Directions:
A faithful copy is required of the lines from the top of the entries through the line that contains "display:block; font-size:38px; white-space:nowrap", both included, with no pictures.

Stored data

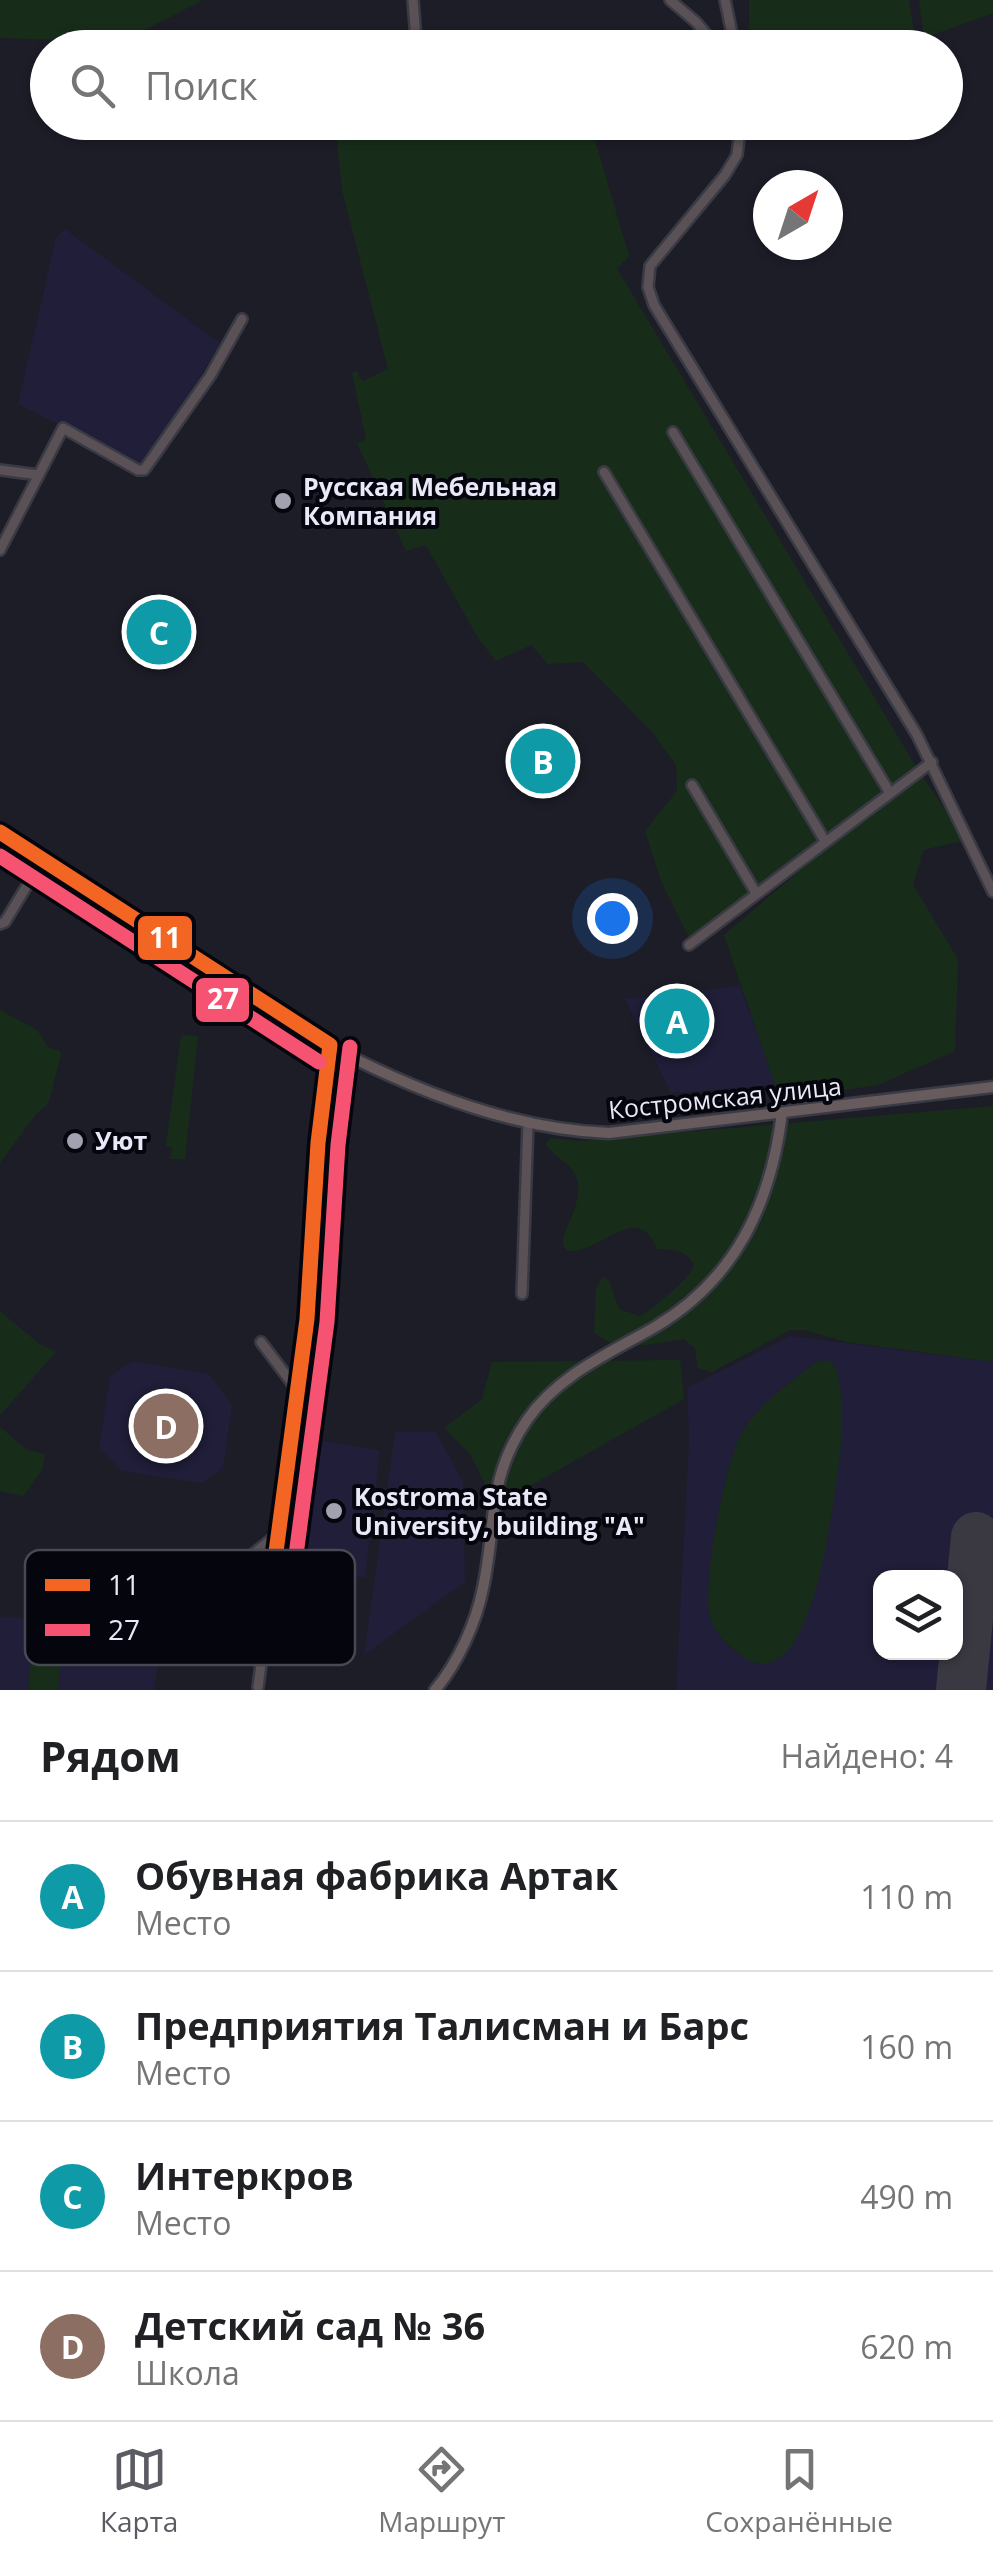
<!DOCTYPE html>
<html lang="ru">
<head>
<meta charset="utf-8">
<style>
  :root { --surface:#fff; --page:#f2f2f2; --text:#202124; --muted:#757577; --line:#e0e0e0; --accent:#5a5b63 }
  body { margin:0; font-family:"Open Sans",sans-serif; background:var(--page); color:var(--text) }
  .controls { position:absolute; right:30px; bottom:30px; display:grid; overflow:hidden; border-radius:20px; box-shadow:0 2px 8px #0004 }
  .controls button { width:90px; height:90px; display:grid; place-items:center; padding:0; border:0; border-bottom:2px solid var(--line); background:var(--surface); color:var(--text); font:50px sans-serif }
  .compass { position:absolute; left:753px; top:170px; width:90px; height:90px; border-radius:50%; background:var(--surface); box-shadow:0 2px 8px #0004; rotate:39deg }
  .you { position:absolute; left:612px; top:918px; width:35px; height:35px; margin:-25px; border:8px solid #fff; border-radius:50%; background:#1a73e8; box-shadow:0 0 0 15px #1a73e833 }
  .badge { display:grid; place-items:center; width:65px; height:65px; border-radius:50%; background:var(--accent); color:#fff; font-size:32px; font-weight:700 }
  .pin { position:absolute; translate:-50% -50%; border:5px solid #fff; box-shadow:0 2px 10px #0006 }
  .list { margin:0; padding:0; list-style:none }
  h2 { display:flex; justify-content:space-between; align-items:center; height:130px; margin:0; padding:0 40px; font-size:42px }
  h2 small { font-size:32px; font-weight:400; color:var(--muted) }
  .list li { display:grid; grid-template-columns:65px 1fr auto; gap:30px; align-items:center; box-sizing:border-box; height:150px; padding:0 40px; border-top:2px solid var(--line) }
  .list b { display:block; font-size:38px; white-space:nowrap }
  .list p { margin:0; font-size:32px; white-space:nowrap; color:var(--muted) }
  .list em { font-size:32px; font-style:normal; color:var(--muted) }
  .icon { flex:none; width:55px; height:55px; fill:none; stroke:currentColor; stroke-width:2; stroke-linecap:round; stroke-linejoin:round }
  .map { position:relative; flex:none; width:993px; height:1690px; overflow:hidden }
  .search { position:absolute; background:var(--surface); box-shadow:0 2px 8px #0004; left:30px; right:30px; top:30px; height:110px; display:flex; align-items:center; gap:25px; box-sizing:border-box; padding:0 35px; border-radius:55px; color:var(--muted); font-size:38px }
  .sheet { height:730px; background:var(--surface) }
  nav { display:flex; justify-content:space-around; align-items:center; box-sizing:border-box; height:140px; border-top:2px solid var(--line); background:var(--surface); font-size:28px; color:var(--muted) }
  nav a { display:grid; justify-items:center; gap:5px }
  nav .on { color:var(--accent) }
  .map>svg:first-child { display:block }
</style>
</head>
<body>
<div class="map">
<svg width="993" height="1690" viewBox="0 0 993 1690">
  <rect width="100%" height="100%" fill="#1d1d28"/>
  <path fill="#201e38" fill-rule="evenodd" d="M65,229L221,344L141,467L18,404L56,238Z
    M740,986L776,1085L671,1093L625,999Z
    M791,1336L993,1362V1690H676L689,1442L687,1388ZM880,1578H956V1652H880Z
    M132,1361L209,1374L232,1405L223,1468L201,1483L122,1471L99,1448L110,1377Z
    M395,1432H436L463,1482L465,1582L364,1655Z
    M302,1437L380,1450L365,1578L288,1568Z
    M0,1616L162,1634L154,1690H0Z"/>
  <path fill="#172d1a" d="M0,0H203L122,42L0,38Z
    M749,0H909L915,38L819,42L749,38Z
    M919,0H993V13L924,38Z
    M335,123H590L629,256L617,269L918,770L966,840L923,850L913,885L958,959L955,1051L878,1085L780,1100L724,935L898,787L692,944L661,881L645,831L677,791L676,765L653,733L583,662L548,664L531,645L496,661L478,638L426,545L406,551L357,443L366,439L352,373L357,371L362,381L388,369L342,190Z
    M0,1010L37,1030L49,1048L59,1050L61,1055L48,1104L36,1114L0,1163Z
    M181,1035L198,1036L185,1159H170L172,1148L166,1146Z
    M993,1106V1362L847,1342L805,1330H790L712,1372L698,1368L695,1348L684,1339C654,1343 617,1355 594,1332L596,1288L603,1276L609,1281L619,1309L640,1316C653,1309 689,1279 694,1266C688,1249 672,1250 657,1249C637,1199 602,1253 568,1251L563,1246V1238C571,1216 589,1187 570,1167C562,1158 552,1155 546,1144L550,1138L580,1141Z
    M0,1311L38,1343L56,1352L0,1415Z
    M680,1360L684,1399L496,1505L470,1454L444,1428L482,1399L492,1362Z
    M818,1361H831C851,1385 839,1473 833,1504C828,1534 808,1690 748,1660C736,1653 716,1635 711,1621C700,1590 724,1473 738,1441C751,1409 791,1382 818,1361Z
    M0,1427L27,1450L45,1454L42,1470L23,1496L0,1491Z
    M50,1638L60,1643L62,1653L58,1690H28C31,1671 28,1644 50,1638Z"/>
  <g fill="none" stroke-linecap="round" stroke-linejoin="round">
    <path stroke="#3a3841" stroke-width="20" d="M971,1585L993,1565"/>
    <path stroke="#3a3841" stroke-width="50" d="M961,1690L976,1537"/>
    <defs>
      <path id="minor" d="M413,0L416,40
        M670,0L696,22L718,48
        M725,0L735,48
        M741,122L737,155L725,175L650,266L648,287L654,305L917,735L993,892
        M673,432L890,793
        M0,470L39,475
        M604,472L825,841
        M0,550L63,428L138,470H144L210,376L242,319
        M692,785L756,893
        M0,924L5,922L43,859
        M689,945L932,762
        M522,1294L528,1123
        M261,1342L298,1391
        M264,1641L219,1582L279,1533
        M258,1687L307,1319L318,1143L330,1045"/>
      <path id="major" d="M0,832L351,1057C431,1097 520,1130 609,1133L993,1087
        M435,1690C458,1663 476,1623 483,1588C497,1524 486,1480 527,1420C558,1375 610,1353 655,1327C736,1279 771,1203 782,1113"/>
    </defs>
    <use href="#minor" stroke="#3a3a44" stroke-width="14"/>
    <use href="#major" stroke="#3a3a44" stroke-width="15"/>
    <use href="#minor" stroke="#595155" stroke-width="9"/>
    <use href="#major" stroke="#675b5e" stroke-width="10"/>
    <defs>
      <path id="bus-1" d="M0,832L330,1045
        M274,1567L307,1319L318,1143L330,1045"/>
      <path id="bus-2" d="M0,856L319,1062
        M294,1570L327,1322L338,1145L350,1047"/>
    </defs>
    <use href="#bus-1" stroke="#05050d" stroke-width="22"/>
    <use href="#bus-2" stroke="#05050d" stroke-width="22"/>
    <use href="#bus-1" stroke="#f26522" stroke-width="15"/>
    <use href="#bus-2" stroke="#f65372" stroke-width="15"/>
  </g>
  <g fill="#a1a1af" stroke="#05050d" stroke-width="4">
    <circle cx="283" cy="501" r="10"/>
    <circle cx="75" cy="1141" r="10"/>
    <circle cx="334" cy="1511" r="10"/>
  </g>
  <g text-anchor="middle" stroke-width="8" stroke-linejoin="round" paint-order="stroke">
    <g font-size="25" font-weight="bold" fill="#e8e8f8" stroke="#05050d" text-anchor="start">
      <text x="303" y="496">Русская Мебельная<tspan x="303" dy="29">Компания</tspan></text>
      <text x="95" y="1150">Уют</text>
      <text x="354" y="1506">Kostroma State<tspan x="354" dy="29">University, building "A"</tspan></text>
    </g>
    <g font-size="25" fill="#e8e8f8" stroke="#05050d">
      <text transform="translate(725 1098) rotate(-6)" y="9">Костромская улица</text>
    </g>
  </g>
  <rect x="25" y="1550" width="330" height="115" rx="15" fill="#05050d" stroke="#494954" stroke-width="2.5"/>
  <rect x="45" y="1579" width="45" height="12" fill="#f26522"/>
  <rect x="45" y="1624" width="45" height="12" fill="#f65372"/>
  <g font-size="28" fill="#e8e8f8">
    <text x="108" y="1595">11</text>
    <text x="108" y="1640">27</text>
  </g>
  <g stroke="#05050d" stroke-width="4">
    <rect x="136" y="914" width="58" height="48" rx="10" fill="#f26522"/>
    <rect x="194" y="976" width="57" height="48" rx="10" fill="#f65372"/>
  </g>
  <g font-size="28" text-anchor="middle" font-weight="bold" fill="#fff">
    <text x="165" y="948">11</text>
    <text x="223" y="1009">27</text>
  </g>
</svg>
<div class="controls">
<button><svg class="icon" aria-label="layers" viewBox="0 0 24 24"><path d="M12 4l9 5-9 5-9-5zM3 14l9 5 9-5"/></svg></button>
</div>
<svg class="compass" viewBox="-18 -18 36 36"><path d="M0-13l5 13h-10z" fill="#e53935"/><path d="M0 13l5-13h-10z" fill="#757577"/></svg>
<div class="you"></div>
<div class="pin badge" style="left:677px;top:1021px;background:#0f9aa8">A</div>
<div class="pin badge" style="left:543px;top:761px;background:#0f9aa8">B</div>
<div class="pin badge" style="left:159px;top:632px;background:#0f9aa8">C</div>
<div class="pin badge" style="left:166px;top:1426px;background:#8d6e63">D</div>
<div class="search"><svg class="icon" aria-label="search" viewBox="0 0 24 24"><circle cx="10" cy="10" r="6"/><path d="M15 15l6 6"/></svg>Поиск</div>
</div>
<section class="sheet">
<h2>Рядом<small>Найдено: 4</small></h2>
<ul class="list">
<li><span class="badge" style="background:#0f9aa8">A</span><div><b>Обувная фабрика Артак</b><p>Место</p></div><em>110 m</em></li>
<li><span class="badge" style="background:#0f9aa8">B</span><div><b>Предприятия Талисман и Барс</b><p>Место</p></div><em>160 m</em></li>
<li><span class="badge" style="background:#0f9aa8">C</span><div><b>Интеркров</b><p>Место</p></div><em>490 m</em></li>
<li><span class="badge" style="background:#8d6e63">D</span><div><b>Детский сад № 36</b><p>Школа</p></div><em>620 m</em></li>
</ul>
</section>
<nav>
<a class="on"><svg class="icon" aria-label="map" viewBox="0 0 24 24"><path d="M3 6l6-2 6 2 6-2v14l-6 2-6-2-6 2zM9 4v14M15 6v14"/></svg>Карта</a>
<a><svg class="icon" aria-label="directions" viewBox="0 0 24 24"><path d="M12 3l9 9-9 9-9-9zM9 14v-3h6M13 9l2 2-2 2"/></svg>Маршрут</a>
<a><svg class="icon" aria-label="saved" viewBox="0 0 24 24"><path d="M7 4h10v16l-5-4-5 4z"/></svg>Сохранённые</a>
</nav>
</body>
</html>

Your response:
<!DOCTYPE html>
<html lang="ru">
<head>
<meta charset="utf-8">
<style>
  :root { --surface:#fff; --page:#f2f2f2; --text:#202124; --muted:#757577; --line:#e0e0e0; --accent:#5a5b63 }
  body { margin:0; font-family:"Open Sans",sans-serif; background:var(--page); color:var(--text) }
  .controls { position:absolute; right:30px; bottom:30px; display:grid; overflow:hidden; border-radius:20px; box-shadow:0 2px 8px #0004 }
  .controls button { width:90px; height:90px; display:grid; place-items:center; padding:0; border:0; border-bottom:2px solid var(--line); background:var(--surface); color:var(--text); font:50px sans-serif }
  .compass { position:absolute; left:753px; top:170px; width:90px; height:90px; border-radius:50%; background:var(--surface); box-shadow:0 2px 8px #0004; rotate:39deg }
  .you { position:absolute; left:612px; top:918px; width:35px; height:35px; margin:-25px; border:8px solid #fff; border-radius:50%; background:#1a73e8; box-shadow:0 0 0 15px #1a73e833 }
  .badge { display:grid; place-items:center; width:65px; height:65px; border-radius:50%; background:var(--accent); color:#fff; font-size:32px; font-weight:700 }
  .pin { position:absolute; translate:-50% -50%; border:5px solid #fff; box-shadow:0 2px 10px #0006 }
  .list { margin:0; padding:0; list-style:none }
  h2 { display:flex; justify-content:space-between; align-items:center; height:130px; margin:0; padding:0 40px; font-size:42px }
  h2 small { font-size:32px; font-weight:400; color:var(--muted) }
  .list li { display:grid; grid-template-columns:65px 1fr auto; gap:30px; align-items:center; box-sizing:border-box; height:150px; padding:0 40px; border-top:2px solid var(--line) }
  .list b { display:block; font-size:38px; white-space:nowrap }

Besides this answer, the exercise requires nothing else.